◆ Data section:
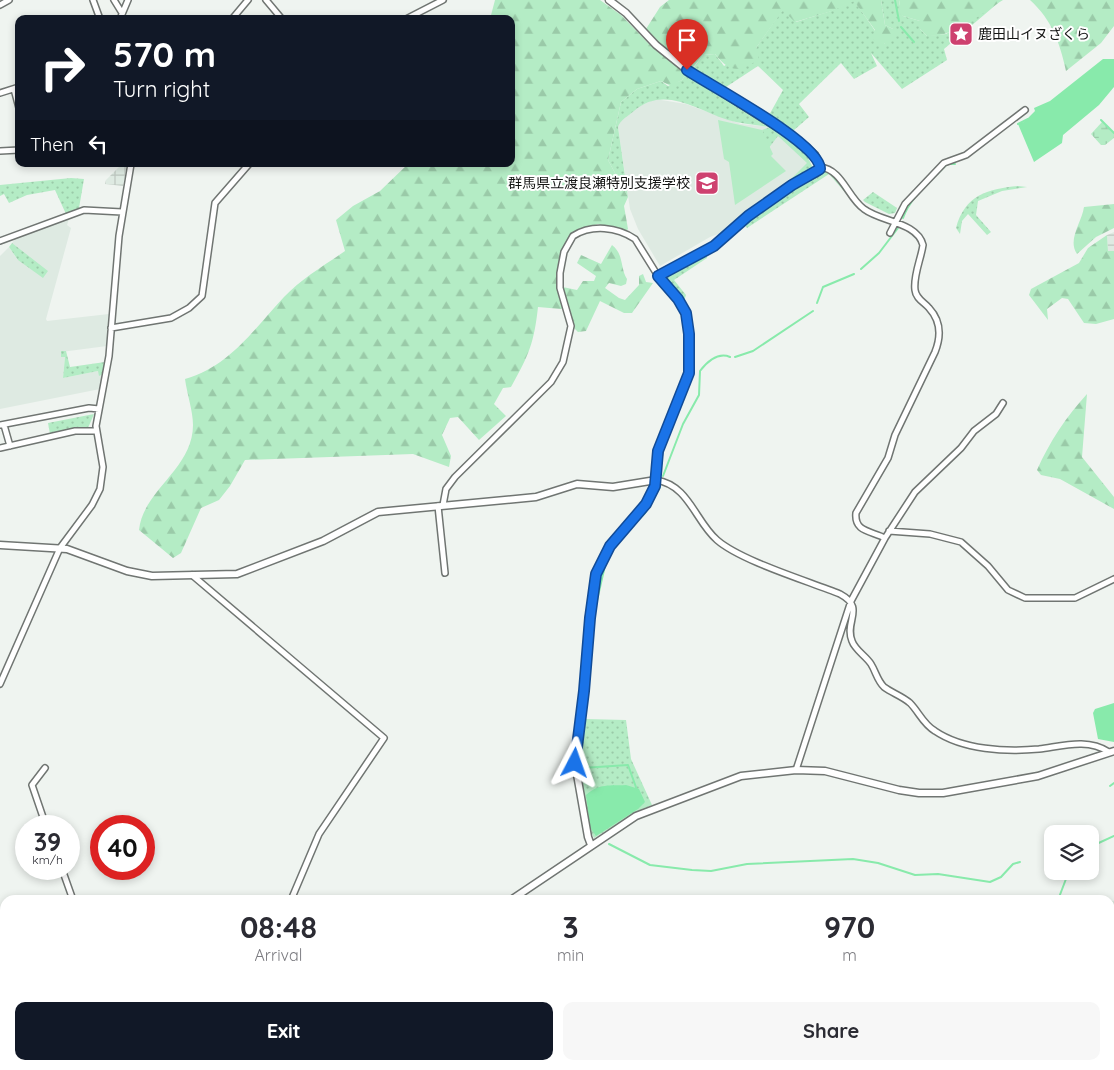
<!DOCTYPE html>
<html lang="en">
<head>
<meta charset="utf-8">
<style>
	body { margin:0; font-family:Quicksand,"Noto Sans JP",sans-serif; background:#f7f7f7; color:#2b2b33; height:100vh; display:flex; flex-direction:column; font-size:19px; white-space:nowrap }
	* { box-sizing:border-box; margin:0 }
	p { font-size:16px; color:#7c7c81 }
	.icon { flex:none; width:28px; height:28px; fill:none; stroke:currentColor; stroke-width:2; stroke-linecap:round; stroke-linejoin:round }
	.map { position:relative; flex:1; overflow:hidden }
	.side { position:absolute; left:0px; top:895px; width:1115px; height:175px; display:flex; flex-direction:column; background:#fff; border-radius:15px 15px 0 0; box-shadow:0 2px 8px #0003 }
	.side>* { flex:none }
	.guide { position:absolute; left:15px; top:15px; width:500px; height:152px; border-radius:10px; box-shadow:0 2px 8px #0003; background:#111827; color:#fff; overflow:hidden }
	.buttons { position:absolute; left:1044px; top:825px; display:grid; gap:10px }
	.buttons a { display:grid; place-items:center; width:55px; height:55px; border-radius:10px; background:#fff; box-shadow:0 2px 8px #0003; font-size:25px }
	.speed { position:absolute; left:15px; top:815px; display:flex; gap:10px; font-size:25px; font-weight:700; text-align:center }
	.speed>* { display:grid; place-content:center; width:65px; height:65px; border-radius:50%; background:#fff; box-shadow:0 2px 8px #0003; line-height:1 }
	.speed small { font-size:12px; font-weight:400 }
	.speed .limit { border:8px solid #d22; background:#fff; color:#111 }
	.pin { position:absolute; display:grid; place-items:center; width:42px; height:42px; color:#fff; margin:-51px -21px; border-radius:50% 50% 50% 0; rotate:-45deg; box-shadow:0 0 5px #0007 }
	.pin .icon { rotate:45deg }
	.me { position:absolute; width:55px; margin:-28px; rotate:4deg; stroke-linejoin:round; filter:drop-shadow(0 0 4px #0008) }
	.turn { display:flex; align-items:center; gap:18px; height:105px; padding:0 15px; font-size:22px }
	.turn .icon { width:65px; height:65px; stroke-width:2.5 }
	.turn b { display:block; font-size:35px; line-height:42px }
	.then { display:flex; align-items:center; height:48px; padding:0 15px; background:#0003; gap:10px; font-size:19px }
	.eta { display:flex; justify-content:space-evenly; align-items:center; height:85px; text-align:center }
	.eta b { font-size:30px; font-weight:700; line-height:35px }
	.primary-button { display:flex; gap:10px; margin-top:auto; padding:10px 15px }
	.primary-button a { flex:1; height:58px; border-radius:10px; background:#111827; color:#fff; font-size:20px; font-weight:700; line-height:58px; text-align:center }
	.primary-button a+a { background:#f7f7f7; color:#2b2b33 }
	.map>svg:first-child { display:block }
</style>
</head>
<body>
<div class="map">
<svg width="1114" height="1070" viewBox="0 0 1114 1070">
	<defs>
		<pattern id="industrial-grid" width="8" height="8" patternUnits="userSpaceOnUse" patternTransform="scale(1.25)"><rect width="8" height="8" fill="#deeae2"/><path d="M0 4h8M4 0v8" fill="none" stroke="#bec8c1"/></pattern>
		<pattern id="green-dots" width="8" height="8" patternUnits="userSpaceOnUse" patternTransform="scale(1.25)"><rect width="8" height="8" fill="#b4ecc5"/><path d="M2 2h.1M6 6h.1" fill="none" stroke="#9acaa8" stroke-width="1.8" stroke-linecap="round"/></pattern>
		<pattern id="forest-firs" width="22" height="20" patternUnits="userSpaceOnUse" patternTransform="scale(1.25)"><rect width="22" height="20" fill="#b4ecc5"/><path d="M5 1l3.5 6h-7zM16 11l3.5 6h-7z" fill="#9acaa8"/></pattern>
		<pattern id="wetland-marsh" width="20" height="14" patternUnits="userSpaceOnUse" patternTransform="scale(1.25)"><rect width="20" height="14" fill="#b4ecc5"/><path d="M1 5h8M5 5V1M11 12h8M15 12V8" fill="none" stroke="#9acaa8"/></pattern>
	</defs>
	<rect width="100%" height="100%" fill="#eff4f0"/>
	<path fill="#deeae2" d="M655,99L686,104L741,124L772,127L805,152L814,170L791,181L749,211L724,232L710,237L660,266L638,229L630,209L618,127L619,122L636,108Z
		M69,219L67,225L71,228L46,319L47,321L109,314L107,346L61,352V357H65L63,378L98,371L103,374L100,389L0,409V256L9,247L18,260L22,252L12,243L15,239L53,223Z"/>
	<path fill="url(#industrial-grid)" d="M122,164H127L123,186L105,184L106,180Z
		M1114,232V251H1108L1107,235Z
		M1110,901H1114V946H1110Z"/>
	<path fill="url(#green-dots)" d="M854,0L884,44L893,29L885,25L881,0H900L899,5L903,16L920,21V29L927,36L946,34L998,3L944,49L947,60L902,89L871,53L877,66L854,79L841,63L799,104L809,117L793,131L768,117L783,90L758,66L723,89L692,70L703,55L715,54L724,66L756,48L783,9L796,22L831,11Z
		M686,74L785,136L805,152L814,170L793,181L790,180L807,163L778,136L768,149L762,130L770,127C756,125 742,124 728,120C697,110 664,85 634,111C628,116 620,120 618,127L628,197L608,160L621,102L637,89L661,81L668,86L682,80Z
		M826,171L830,172L856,205L829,174L747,228L743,223L793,188Z
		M71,178L84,179L79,208L66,214L55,190L27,195L9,203L4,194L0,196V185Z
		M1018,186L1027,187L1002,191L978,201L976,215L991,232L987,235L968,214L962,221L960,234L956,228C965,195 987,189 1018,186Z
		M873,192L897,208L895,213L889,214L865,202L863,200Z
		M12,243L48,271L43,278L18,260L9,247Z
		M705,254L707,258L674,280L686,295L684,301L666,277Z
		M61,351H66L70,367L105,362L103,374L99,376L98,371L63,378L65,357H61Z
		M94,414L88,428L50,434L48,423Z
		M585,719L626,720L631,759L652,805L642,809L594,838L589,828L578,762L582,720Z"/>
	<path fill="url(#forest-firs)" d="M495,0H600L621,15L652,47L686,74L682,80L671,86L661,81L637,89L621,102L608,160L628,197L624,206L628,229L625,232L598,224L572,232L560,256L558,286L577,290L583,281H594L596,276L577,263L581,255L601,264L612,245C624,254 620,268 627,279L626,284L621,286L609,283L605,288L619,298L625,300L639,285V276L643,274L646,282L653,283L632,313H624L600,301L586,331L578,332L573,327L569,306L561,309L538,307C534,343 529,355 511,387L503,388L494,404L506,416L479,440L458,417L450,418L442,435L451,456L449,467L413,454L245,460L230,486L219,500L201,508L181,553L173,558L139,530C143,490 193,469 193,425C193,411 187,394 185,379C230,366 253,330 284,297C301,279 325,265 345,251L336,220L353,206L380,191L408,164H511V19H490Z
		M669,0H881L885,25L893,29L895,34L884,44L878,45L873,39L875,30L854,1L832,11L795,22L783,10L756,48L759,60C738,71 731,74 715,54L703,55L692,69L657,42L646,29L660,7Z
		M900,0H1003C981,14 953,38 927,36L920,29V21L903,16L898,12Z
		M1030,0H1114V26L1101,43L1066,71C1060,43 1052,20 1030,0Z
		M1114,204V228L1096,237L1077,254C1067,240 1082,222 1084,207Z
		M1107,235L1108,251H1114V319L1096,324L1084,323L1068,299L1062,298L1047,309L1048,320L1029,295L1031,289L1079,263L1088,248Z
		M1087,394L1082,457L1114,497V509L1060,479L1041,475L1037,470C1050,441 1066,417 1087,394Z"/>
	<path fill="url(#wetland-marsh)" d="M1102,122L1114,133V138L1105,145H1101L1091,134Z"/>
	<path fill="#b4ecc5" d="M718,120L762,130L773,154L771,156L786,171L735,205L729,162L724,159Z
		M1114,999V1070H1046L1043,1065H1110V1000Z"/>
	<path fill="#88eaab" d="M1103,59H1114V87L1099,105L1063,135L1062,143L1034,162L1018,124L1024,122L1035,111L1034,108L1050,101Z
		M1114,703V742L1098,739L1093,713L1095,709Z
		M626,785L639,789L645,802L638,809L596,836L590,827L586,795C599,783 610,786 626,785Z"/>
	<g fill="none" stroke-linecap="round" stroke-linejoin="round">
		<path stroke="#88eaab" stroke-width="2" d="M895,0L899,21
			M901,27L914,42
			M1101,120L1114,133
			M1018,124L1028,119
			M903,218C910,197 932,180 947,164H955
			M861,269L879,253L898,228
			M817,303L823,287L854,274
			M735,357L753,351L813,311
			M663,476L683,424L699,395L700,371C707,362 718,352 730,357
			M626,532L645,513L660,487
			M609,554L615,545
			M586,710L593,618L606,561
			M582,768L628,765L637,790
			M1110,786L1114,783
			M609,844L650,865L692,870L711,871L747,864L853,859L878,863L915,875L938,874L990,882L1001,877L1013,864L1020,862
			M1090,847L1114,836
			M1058,900L1069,871"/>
		<g stroke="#707572" stroke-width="8">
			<path id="minor" d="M93,0L100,19
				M114,0L122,13
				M266,0L282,19
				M0,5L9,0
				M120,19L128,0
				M232,19L248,0
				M406,19L443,0
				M14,89L19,108
				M0,93L19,87
				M0,151L19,150
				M820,167C842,169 848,198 864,209C881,222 917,222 923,245C921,259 913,276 915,290C916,299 924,302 929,308C941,321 941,337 935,352L895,435L888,458L856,513C854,532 871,531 885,538
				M890,233L905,204L944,163L966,155L1025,110
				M0,241L84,210L122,212
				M111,328L171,318L189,308L202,296L215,203L249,164
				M0,425L89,408L99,409
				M4,425L10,446
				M0,448L75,431H96
				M656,480C689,485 695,521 717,540C741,561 808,581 840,594C866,608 844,621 852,641C855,650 866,656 871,664C876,672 877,680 884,687C892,693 902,696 910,703C919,712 923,724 935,731C963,750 1006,752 1039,749C1063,746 1087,738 1109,752
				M443,505L446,489L455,477L551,382L563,362L571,326L560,288V273L564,252L573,236C592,224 617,227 635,239L658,276
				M438,506L445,573
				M889,531L930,534L961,542L988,566L1008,590L1025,598H1075L1114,579
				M192,575L384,738L319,834L291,900
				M0,684L60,548L92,505L100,489L103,467L96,426L109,356L119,236L131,164
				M45,768L32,785L46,826
				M796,770L851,601L885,538L915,492L961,448L974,431L996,414L1003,403
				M62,869L73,900
				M1110,950H1114
				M676,1065L680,1070
				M1035,1065L1037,1070
				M172,1070L175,1065"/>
		</g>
		<g stroke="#707572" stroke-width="9">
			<path id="tertiary" d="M0,545L67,549L127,571L152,576L237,574L323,541L378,512L536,497L577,484L613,487L656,480
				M591,845L588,837L575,763L584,691L589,618L596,574L610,546L646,504L655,486L660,444L689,373V333L686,313L678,299L658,276L714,246L749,216L793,185L818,172L820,167L815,155L799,141L687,70L656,45L626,13L609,0
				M511,900L636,816L741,776L796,770L825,771L899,790L919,793H943L1038,776L1114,751
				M426,1070L428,1065"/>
		</g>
		<g stroke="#707572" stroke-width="9">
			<path id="secondary" d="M0,988L5,992
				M95,1065L101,1070"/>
		</g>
		<use href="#minor" stroke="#fff" stroke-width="5"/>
		<use href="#tertiary" stroke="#fff" stroke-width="6"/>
		<use href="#secondary" stroke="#fff" stroke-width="7"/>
	</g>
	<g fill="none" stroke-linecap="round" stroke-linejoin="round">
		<g stroke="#114b97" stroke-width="12">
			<path id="route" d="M575,763L584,691L590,618L596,574L610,546L646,504L655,486L658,451L689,373V334L686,313L678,299L658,276L714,246L748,216L792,185L820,169C821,144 711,86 687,70"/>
		</g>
		<use href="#route" stroke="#1a73e8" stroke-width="9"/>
	</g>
	<defs>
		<g id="sight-square" transform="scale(1.25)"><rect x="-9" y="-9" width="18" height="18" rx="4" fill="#ce416f" stroke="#fff"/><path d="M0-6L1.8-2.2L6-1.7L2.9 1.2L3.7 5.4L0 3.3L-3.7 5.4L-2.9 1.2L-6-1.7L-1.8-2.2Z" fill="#fff"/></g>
		<g id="school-square" transform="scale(1.25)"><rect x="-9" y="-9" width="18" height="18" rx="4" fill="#ce416f" stroke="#fff"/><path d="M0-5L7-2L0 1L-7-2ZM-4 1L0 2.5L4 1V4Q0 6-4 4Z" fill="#fff"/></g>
	</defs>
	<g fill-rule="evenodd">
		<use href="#sight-square" x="961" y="34"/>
		<use href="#school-square" x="707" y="183"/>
	</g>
	<g text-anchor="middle" stroke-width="4" stroke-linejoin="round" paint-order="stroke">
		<g font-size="14" fill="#141514" stroke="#fff" text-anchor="start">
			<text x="978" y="39">鹿田山イヌざくら</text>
			<text x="690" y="188" text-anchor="end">群馬県立渡良瀬特別支援学校</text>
		</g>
	</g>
</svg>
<div class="buttons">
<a><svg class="icon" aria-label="layers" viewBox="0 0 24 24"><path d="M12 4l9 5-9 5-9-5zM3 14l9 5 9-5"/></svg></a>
</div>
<div class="speed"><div>39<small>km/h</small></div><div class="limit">40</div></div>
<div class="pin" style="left:687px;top:70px;background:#d93025"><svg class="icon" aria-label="arrive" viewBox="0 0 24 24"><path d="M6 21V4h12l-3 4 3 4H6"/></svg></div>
<svg class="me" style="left:575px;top:763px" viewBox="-20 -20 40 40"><path d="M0-17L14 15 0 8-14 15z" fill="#1a73e8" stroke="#fff" stroke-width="4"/></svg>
<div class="guide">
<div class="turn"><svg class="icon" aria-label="right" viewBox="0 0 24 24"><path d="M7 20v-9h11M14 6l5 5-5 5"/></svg><div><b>570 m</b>Turn right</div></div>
<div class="then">Then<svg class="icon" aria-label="left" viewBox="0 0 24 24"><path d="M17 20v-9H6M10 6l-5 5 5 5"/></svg></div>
</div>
<section class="side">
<div class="eta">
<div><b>08:48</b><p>Arrival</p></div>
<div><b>3</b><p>min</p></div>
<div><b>970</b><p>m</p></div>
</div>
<div class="primary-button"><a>Exit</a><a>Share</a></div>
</section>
</div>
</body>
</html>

◆ Problem details:
Copy out each line of the entries above that holds "overflow".

◆ Output of the task:
	.map { position:relative; flex:1; overflow:hidden }
	.guide { position:absolute; left:15px; top:15px; width:500px; height:152px; border-radius:10px; box-shadow:0 2px 8px #0003; background:#111827; color:#fff; overflow:hidden }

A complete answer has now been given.